'''

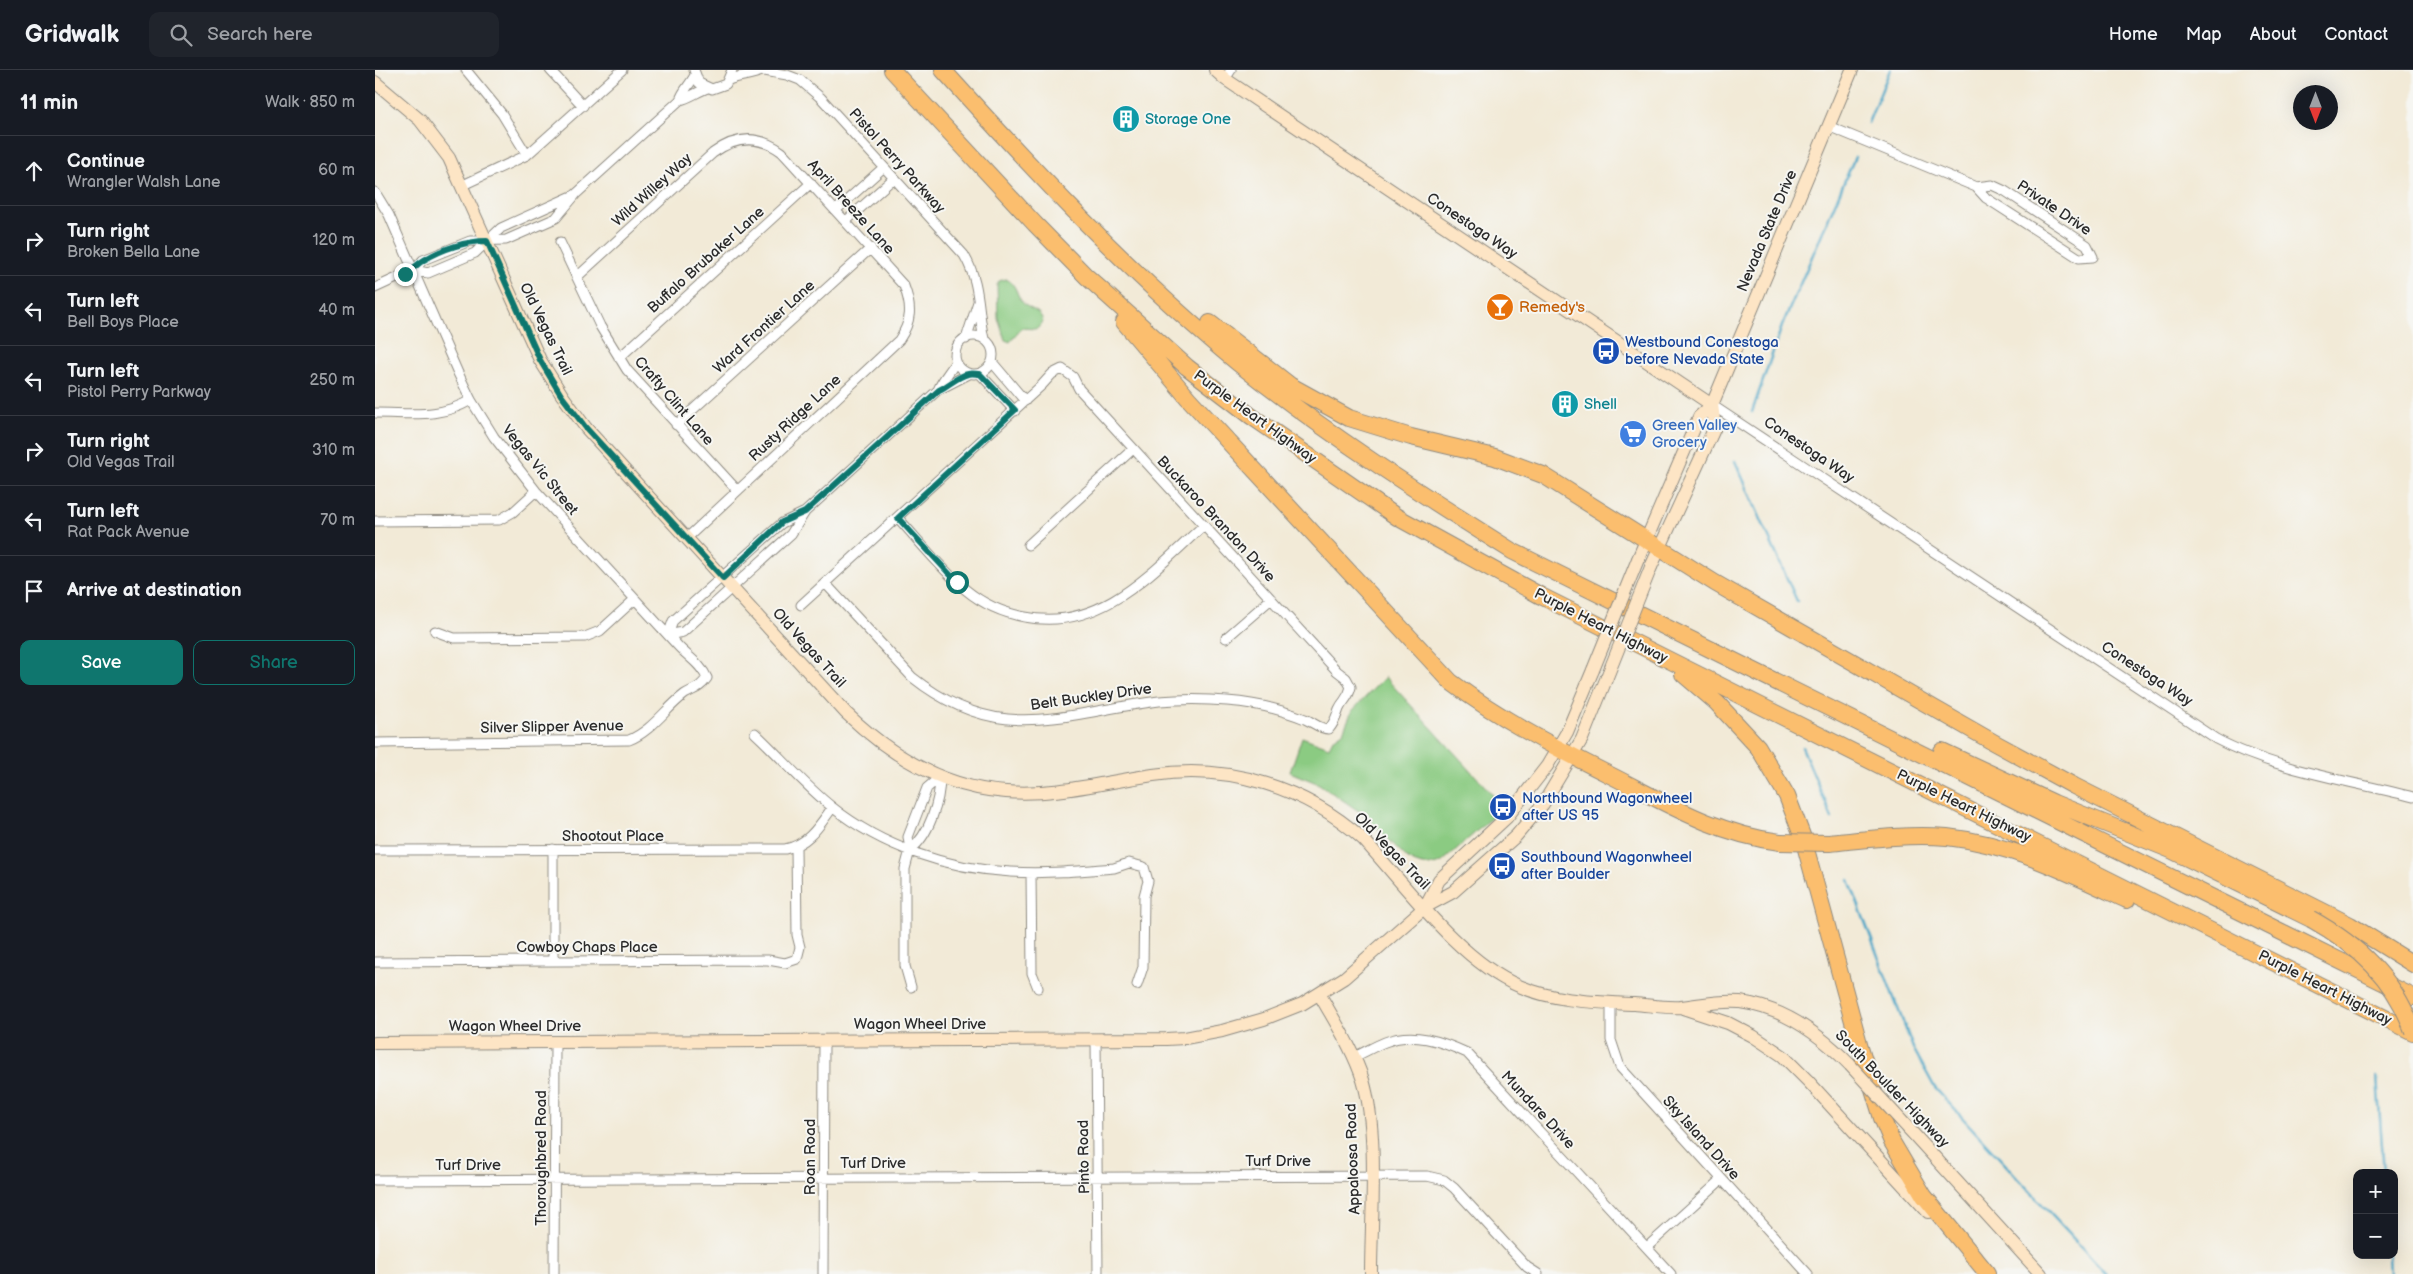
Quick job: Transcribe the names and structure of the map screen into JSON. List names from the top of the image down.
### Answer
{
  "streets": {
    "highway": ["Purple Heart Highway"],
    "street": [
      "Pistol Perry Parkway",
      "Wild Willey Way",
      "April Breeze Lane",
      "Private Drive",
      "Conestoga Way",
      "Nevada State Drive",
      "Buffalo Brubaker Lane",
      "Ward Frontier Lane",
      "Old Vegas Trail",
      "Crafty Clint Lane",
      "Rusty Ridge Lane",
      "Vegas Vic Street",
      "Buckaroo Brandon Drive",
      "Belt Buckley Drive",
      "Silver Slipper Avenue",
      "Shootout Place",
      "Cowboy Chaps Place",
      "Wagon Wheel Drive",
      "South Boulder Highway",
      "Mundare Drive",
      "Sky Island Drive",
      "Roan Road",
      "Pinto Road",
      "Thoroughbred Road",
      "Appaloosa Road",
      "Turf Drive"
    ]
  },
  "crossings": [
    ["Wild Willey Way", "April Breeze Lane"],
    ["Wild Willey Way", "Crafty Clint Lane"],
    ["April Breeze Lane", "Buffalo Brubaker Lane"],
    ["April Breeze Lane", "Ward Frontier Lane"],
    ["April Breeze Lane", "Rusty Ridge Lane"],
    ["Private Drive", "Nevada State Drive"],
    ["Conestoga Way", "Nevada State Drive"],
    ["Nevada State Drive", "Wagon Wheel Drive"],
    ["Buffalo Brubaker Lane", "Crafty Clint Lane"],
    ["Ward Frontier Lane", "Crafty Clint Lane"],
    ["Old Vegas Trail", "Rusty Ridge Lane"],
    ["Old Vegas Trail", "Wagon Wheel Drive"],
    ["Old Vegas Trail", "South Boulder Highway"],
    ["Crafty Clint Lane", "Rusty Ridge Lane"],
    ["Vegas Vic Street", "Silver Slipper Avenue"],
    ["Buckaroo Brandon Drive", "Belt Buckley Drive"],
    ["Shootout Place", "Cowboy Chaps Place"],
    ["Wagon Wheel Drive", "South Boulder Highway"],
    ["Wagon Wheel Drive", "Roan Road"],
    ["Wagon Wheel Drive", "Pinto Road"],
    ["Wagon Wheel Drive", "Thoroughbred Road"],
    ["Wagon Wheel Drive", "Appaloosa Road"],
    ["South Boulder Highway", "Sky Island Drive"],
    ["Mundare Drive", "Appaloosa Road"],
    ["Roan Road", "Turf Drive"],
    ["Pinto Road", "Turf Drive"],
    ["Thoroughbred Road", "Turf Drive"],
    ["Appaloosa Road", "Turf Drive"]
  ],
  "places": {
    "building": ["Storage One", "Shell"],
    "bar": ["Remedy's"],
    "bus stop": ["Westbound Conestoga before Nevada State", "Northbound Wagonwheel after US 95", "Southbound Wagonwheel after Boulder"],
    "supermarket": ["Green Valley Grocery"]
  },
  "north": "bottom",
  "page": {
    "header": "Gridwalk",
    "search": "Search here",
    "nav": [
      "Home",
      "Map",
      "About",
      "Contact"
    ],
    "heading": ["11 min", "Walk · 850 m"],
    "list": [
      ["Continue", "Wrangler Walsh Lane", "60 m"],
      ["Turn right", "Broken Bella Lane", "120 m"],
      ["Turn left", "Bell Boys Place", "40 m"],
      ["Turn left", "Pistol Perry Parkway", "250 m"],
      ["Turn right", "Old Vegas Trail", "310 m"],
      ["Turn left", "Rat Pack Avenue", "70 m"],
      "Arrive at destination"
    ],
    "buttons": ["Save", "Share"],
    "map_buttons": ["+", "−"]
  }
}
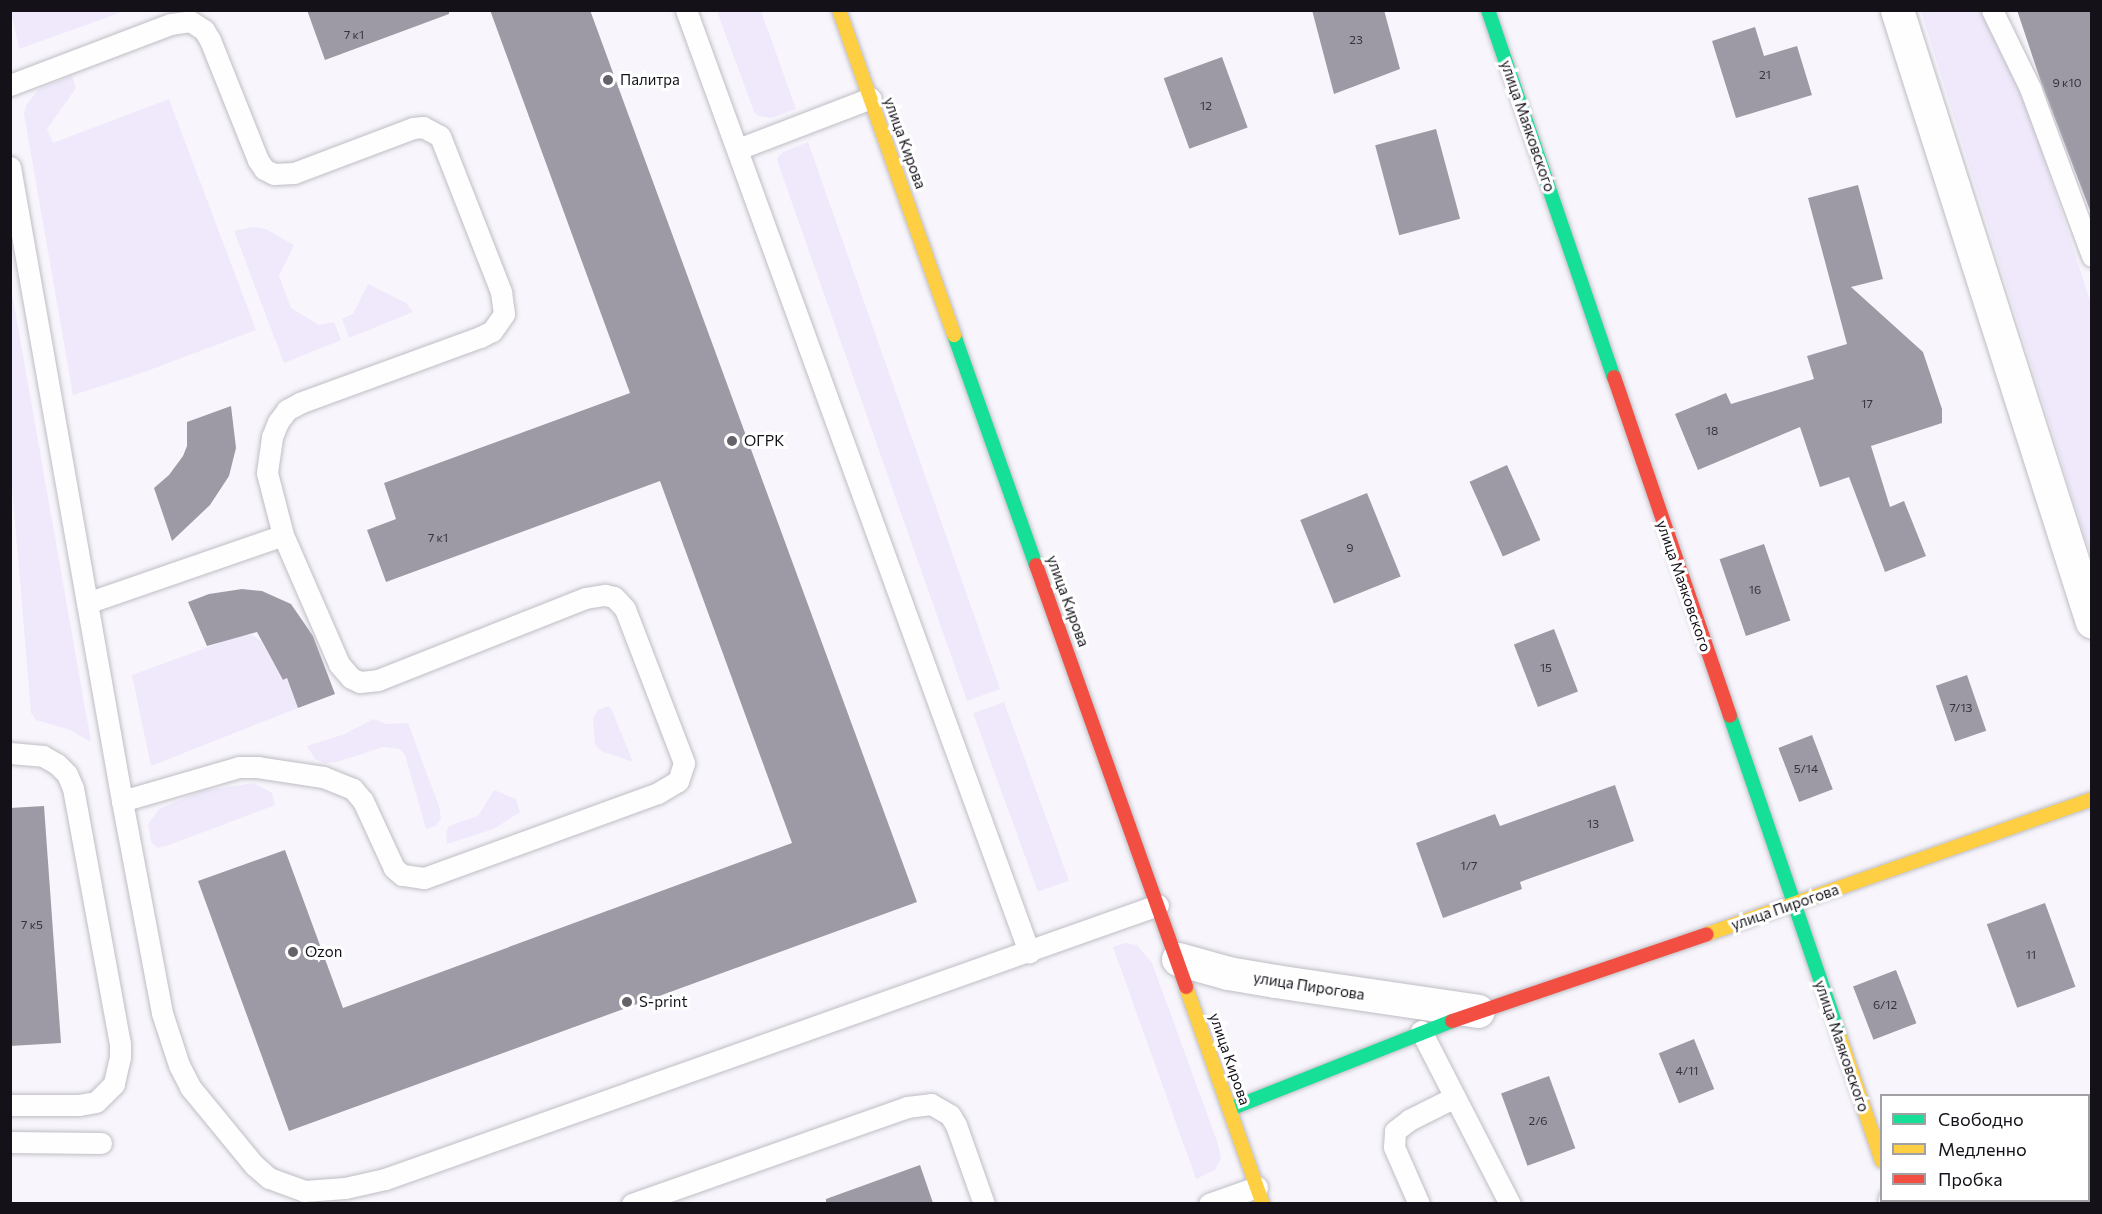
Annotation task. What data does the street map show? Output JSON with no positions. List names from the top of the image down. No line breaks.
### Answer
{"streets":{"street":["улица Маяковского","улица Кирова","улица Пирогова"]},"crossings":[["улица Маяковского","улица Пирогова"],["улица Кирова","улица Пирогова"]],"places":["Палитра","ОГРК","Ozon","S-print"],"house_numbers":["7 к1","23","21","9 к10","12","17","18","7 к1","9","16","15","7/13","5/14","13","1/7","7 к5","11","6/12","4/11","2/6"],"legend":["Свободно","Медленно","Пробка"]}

'''

> **REQUIREMENT**
Report the tally of lines in the material holding "Silver", and add nothing to it.

> **RESPONSE BOX**
2